Laravel Deep Dives: Queues and Async Design
Why is PHP so "bad"?
PHP has a bad reputation for not being performant, although most of that reputation is based on hearsay and misunderstandings.
For example, many people believe that Node is "all asynchronous" and that it is therefore orders of magnitude faster than PHP. However, some devs might be surprised to learn that like PHP (by default), Node is singled-threaded. While I/O is efficiently non-blocking, you can still run into the same exact bottlenecks in many use cases. CPU-bound code is still blocking. That's the nature of Javascript as of today.
Tech is not immune to the influence of culture and rumor, though. Software engineers might hate to admit it, but a lot of technical choices are driven based on industry trends and emotional bias, not objectivity. That said, there's plenty of research to suggest that most big choices people make are driven by some level of emotion...we aren't robots and remembering that helps us make better choices.
My point? It's important to remember these biases when evaluating technology. You can't avoid them, so you'd best understand them. I love JavaScript and Node -- I think there's many advantages to a full-javascript stack and that there's many cases where Node's non-blocking IO is a big advantage. Still, I do not think the blanket statement that "Node is just better" is completely fair or true.
Don't get me wrong, I'm not saying the two are equal. Node does have advantages. Non-blocking I/O is important, and the JavaScript just makes sense...not because the language itself is so great (talk to anyone that's touched javascript about the word "null"), but because it has so much utility in front end development. One language to rule them all. Network effect. Whatever you want to call it, the utility is real.
Caching is not Optional
As Phil Karlton famously said (and is often-quoted to the point of annoyance): "There are only two hard things in Computer Science: cache invalidation and naming things."
Personally, I like to focus on product, that is...I care about what I'm building, not just how I'm building it. There's an adage in game development that premature optimization is a great evil, because engineers can spend a mess of time optimizing every frame...for little actual benefit.
Especially for web applications, one of the most common and effective ways to improve server-side performance is basically to avoid server-side code via caching.
Anyone that's worked on a site at-scale knows that not all caching is equal, and it isn't always simple.
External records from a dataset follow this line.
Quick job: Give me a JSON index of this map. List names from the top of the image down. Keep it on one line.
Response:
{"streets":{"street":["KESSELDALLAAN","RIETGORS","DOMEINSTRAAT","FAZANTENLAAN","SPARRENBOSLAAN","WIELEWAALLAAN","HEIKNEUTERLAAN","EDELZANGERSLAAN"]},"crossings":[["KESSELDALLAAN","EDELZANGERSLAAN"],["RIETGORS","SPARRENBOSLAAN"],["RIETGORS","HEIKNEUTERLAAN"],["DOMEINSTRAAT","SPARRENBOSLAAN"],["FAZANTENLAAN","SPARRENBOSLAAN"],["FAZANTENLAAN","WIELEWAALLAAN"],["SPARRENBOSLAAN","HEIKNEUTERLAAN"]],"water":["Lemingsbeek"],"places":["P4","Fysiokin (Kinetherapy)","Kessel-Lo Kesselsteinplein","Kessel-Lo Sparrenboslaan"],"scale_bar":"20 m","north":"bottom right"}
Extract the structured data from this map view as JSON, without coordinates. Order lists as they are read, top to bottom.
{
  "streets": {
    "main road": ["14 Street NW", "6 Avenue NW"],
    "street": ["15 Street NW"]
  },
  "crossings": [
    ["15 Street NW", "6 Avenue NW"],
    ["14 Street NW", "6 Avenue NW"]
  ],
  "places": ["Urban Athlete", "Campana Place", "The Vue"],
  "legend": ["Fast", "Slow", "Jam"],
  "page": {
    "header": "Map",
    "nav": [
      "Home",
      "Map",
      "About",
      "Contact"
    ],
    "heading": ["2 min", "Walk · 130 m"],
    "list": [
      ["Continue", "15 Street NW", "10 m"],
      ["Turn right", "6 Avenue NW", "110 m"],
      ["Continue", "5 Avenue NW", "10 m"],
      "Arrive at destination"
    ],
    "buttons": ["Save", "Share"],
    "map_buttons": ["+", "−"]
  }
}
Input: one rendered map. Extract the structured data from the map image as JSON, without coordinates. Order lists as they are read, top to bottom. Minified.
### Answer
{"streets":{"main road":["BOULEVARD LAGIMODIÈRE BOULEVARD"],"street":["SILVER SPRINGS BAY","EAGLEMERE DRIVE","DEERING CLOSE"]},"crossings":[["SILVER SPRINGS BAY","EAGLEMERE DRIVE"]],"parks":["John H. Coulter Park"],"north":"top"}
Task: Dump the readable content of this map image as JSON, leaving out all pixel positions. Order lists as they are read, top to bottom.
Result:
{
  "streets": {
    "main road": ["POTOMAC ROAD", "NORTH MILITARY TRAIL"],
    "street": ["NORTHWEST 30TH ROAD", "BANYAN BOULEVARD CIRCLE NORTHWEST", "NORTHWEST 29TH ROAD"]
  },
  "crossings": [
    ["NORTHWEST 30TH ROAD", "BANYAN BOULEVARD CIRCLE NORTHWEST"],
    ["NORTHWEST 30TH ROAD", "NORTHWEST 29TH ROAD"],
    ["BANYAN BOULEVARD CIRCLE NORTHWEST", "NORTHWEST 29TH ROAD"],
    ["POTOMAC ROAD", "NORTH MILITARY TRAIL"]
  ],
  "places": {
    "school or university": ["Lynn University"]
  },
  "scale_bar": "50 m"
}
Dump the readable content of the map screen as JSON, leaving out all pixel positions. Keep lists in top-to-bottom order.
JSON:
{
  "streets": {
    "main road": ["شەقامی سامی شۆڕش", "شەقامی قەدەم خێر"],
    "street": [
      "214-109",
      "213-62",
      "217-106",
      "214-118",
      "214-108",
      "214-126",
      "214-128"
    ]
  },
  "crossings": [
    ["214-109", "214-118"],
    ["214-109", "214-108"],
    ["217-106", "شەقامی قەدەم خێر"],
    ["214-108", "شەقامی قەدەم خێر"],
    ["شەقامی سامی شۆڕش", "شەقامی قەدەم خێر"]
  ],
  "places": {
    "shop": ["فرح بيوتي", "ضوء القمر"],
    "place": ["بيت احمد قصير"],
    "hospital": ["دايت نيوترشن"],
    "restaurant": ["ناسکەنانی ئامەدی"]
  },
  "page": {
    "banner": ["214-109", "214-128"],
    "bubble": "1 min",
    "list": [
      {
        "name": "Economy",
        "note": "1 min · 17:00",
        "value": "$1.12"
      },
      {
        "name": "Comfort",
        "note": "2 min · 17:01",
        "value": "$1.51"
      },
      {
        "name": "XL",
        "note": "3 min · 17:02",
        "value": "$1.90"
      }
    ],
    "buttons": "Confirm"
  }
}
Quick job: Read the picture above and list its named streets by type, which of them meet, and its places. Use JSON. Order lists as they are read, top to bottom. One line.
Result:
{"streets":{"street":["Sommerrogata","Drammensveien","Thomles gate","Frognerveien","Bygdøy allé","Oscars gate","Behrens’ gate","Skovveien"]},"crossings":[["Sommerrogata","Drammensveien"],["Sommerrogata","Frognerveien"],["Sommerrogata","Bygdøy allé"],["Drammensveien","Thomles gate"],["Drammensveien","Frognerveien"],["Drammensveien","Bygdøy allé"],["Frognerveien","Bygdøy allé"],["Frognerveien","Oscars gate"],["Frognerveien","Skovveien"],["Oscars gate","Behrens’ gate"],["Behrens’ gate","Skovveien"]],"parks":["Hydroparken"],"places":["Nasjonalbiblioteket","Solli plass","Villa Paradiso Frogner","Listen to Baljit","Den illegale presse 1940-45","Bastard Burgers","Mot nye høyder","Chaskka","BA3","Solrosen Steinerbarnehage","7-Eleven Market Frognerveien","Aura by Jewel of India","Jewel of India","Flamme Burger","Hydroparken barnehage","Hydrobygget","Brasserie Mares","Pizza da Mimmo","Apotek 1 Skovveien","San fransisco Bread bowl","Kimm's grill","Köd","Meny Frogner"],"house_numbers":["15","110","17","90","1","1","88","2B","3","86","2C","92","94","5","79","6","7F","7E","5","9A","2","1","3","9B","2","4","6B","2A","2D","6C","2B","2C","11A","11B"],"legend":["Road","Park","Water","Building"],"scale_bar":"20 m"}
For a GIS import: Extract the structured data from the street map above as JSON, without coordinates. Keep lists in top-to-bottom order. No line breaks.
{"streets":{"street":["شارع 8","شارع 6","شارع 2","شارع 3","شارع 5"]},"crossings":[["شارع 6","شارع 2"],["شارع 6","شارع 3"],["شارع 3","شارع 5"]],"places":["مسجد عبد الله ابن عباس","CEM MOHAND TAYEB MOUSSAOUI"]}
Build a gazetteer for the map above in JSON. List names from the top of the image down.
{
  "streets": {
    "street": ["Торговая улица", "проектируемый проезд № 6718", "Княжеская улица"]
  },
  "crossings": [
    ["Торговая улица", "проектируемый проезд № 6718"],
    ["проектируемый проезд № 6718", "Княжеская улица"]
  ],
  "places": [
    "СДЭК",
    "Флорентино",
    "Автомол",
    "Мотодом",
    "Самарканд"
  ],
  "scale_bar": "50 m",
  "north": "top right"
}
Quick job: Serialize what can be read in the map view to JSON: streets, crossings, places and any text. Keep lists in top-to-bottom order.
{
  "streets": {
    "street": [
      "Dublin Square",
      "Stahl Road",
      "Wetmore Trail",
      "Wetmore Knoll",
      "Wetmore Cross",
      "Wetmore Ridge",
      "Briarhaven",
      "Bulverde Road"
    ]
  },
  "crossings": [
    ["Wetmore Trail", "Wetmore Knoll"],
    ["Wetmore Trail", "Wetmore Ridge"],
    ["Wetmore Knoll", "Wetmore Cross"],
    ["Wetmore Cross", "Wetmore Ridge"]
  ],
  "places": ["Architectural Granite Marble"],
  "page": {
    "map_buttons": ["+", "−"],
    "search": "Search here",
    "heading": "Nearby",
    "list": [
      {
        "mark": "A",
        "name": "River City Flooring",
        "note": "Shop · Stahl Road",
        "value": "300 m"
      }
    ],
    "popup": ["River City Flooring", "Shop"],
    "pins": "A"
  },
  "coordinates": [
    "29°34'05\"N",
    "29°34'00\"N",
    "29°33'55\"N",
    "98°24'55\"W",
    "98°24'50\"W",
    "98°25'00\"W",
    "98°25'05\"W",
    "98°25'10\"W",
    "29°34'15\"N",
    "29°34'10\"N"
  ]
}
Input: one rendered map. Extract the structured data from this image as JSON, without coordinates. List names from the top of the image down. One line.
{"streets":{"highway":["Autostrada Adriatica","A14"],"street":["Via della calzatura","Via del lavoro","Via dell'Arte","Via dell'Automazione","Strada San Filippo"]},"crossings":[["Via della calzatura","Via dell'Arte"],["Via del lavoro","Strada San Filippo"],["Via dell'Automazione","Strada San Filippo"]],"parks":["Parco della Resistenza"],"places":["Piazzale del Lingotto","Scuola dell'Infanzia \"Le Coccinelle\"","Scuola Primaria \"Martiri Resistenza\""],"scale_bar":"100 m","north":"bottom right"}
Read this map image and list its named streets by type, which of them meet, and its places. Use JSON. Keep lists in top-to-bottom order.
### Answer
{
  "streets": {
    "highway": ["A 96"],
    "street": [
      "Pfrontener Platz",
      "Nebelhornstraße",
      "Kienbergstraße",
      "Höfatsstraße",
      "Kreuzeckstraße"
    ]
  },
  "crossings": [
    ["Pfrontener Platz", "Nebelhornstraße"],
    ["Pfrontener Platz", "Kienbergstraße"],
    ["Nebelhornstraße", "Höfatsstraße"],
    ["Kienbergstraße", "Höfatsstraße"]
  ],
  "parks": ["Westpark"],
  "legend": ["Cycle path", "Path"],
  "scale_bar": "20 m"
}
Application level caches (like those commonly found in Wordpress) might not be as effective as higher-level caches like Varnish, which entirely "skips" PHP to obtain very good performance (at least for non-dynamic pages).
Combined with in-memory systems like Redis/Elasticache or a Lucene-based search like Elastisearch, PHP can scale very nicely. Don't get me wrong, PHP does have performance flaws (all platforms have tradeoffs when it comes to performance), but my point is that non-technical stakeholders shouldn't be nervous about embracing a LAMP stack. So long as you hire experts that understand the tech, it will absolutely scale.
It's important to consider the big picture. Engineers tend to be very concerned about optimizations, but there's a subtle difference between performance and scalability...it's entirely possible to scale an application that isn't especially efficient or performant.
Depending on the use case, the cost to add another node and scale horizontally might be negligible. The cost to squeeze more performance out of less hardware, however, might be more than stakeholders want to pay...and might not yield much actual benefit relative to the time.
Like with all things in life, it depends.
Asynchronous Design
Today's, developers are expected to know about using things like queues to implement asynchronous logic. First, it's important to understand why queues give your application such a performance benefit.
Laravel's docs are fairly good; they mention that queues "run in the background", but what does that really mean? Especially if PHP is single-threaded?
Most developers are familiar with the concept of "workers": processes that "run in the background" and "do work" by pulling it off the queue. For Laravel, it runs workers in a separate PHP process. A process is not the same as a thread.
A process represents an "instance of a program". It's like opening multiple programs on your desktop. Each is a process. It has its own memory, which means processes can be run concurrently or via multiple threads. Wait, what does "run concurrently" mean? Isn't that the same as multiple threads? Well, no...but because it runs workers as their own PHP process, it means that process is isolated in memory. That means your main PHP processes running your application can respond without workers ever blocking the CPU.
If you've ever done multi-threaded code, you know that memory management is the complexity in performance bottlenecks. So you can already understand how workers are beneficial, and very different than something like Wordpress's default "cron" system, which runs in the same process as the main application.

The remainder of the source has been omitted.